Die Verkehrsregeln in Norwegen unterscheiden sich teils erheblich von den deutschen.

Die Verkehrsregeln in Norwegen unterscheiden sich teils erheblich von den deutschen.

Sich vor dem Reisantritt mit den Verkehrsregeln in Norwegen zu beschäftigen, kann für die Urlaubskasse am Ende Bedeutung hab. Wer sich etwa mit Promillegrenzen oder Geschwindigkeitsbeschränkungen im Urlaubsland auskennt, kann Bußgelder vermeiden bzw. auch das Unfallrisiko minimieren.

Norwegen gehört zu einem beliebten Reiseziel der Deutschen. Das eigene Auto, Wohnmobil oder einen Mietwagen zur Verfügung zu haben, bedeutet für viele ein anderes Urlaubserlebnis. Gemäß den Verkehrsregeln in Norwegen dürfen nur Personen ab 18 Jahren ein Fahrzeug führen. Dafür ist auch in Norwegen ein gültiger Führerschein notwendig. Ob wohl das Land nicht Mitglied in der EU ist, wird der EU-Führerschein in der Regel ohne Probleme anerkannt. Ein besonderer Führerschein ist für Norwegen daher nicht notwendig.

Eine Besonderheit besteht darin, dass Fahrer über dem 70. Lebensjahr ein Gesundheitsattest mitführen müssen. Ebenfalls bei der Fahrt im Fahrzeug vorhanden sein müssen die Ausweispapier sowie der Nachweis einer Versicherung. Daher ist zu empfehlen, die „Grüne Versicherungskarte“ dabei zu haben.

Laut Verkehrsregeln müssen in Norwegen alle Insassen im Fahrzeug angeschnallt sein. Zudem dürfen Kinder unter vier Jahren nur in einem passenden Kindersitz befördert werden. Sind Kinder älter als vier jedoch kleiner als 135 cm, ist ebenfalls ein Kindersitz vorgeschrieben. Eine Sitzerhöhung mit Sicherheitsgurt ist für Kinder zwischen 135 cm und 150 cm zulässig.

Die Nutzung des Handys ist nur zusammen mit einer Freisprechanlage gestattet. Werden Fahrer mit dem Handy hinterm Steuer erwischt, wird dies gemäß der Vorgaben im Bußgeldkatalog in Norwegen mit Sanktionen ab 140 Euro geahndet.

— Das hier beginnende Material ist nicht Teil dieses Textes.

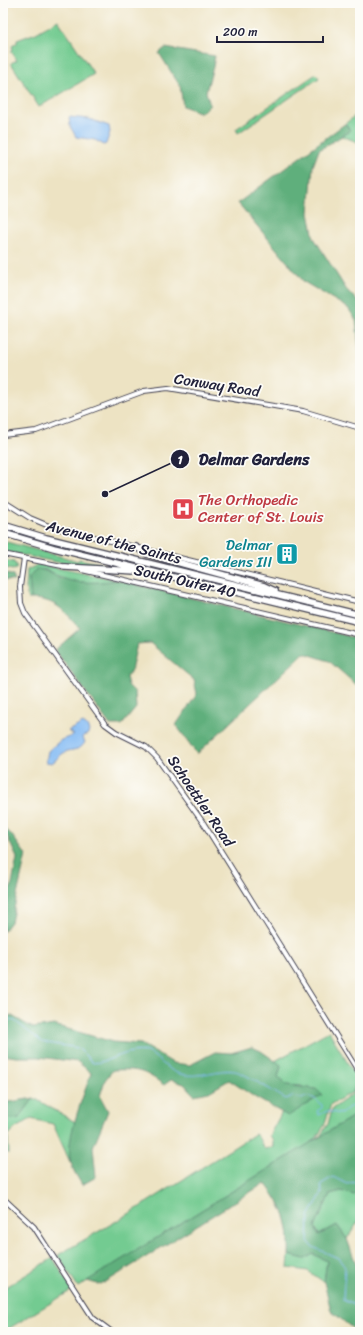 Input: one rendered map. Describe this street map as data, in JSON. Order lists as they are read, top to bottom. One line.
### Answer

Vorfahrt, Parken, Warnwestenpflicht und weiter Regelungen in Norwegen

In Norwegen erlauben die Verkehrsregeln eine Handynutzung nur mit einer Freisprechanlage.

In Norwegen erlauben die Verkehrsregeln eine Handynutzung nur mit einer Freisprechanlage.

Wie in Deutschland ist die Vorfahrt in Norwegen durch Verkehrszeichen oder Ampeln geregelt. Ist dies nicht der Fall, gilt hier ebenfalls die Rechts-vor-Links Regelung. Eine Missachtung der Vorgaben kann laut Verkehrsregeln in Norwegen ein Bußgeld ab 130 Euro zur Folge haben.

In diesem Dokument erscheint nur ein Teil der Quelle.